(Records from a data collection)

----------------------------------------

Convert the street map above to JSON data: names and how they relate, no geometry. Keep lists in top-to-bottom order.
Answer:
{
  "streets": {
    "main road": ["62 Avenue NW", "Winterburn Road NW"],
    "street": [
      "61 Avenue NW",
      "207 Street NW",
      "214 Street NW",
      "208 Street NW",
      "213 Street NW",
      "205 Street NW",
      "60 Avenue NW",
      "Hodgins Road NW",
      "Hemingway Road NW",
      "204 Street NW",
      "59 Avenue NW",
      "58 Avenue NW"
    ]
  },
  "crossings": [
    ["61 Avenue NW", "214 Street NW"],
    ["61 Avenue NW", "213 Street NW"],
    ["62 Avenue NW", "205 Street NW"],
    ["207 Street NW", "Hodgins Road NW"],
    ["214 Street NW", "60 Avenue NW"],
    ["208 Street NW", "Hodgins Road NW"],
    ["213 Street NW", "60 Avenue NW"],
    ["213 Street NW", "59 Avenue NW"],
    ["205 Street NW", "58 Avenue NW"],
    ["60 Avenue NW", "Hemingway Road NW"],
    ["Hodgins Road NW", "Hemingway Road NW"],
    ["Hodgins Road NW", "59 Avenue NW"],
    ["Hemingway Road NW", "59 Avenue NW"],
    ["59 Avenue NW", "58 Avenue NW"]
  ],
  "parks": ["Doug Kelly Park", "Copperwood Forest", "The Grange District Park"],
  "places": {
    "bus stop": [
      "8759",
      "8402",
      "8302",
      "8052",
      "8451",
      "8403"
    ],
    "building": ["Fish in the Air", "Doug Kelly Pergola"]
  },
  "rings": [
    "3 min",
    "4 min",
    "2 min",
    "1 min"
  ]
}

----------------------------------------

Exercise description
What the answer needs is every line from the data above with "Kelly" in it.

Worked solution
  "parks": ["Doug Kelly Park", "Copperwood Forest", "The Grange District Park"],
    "building": ["Fish in the Air", "Doug Kelly Pergola"]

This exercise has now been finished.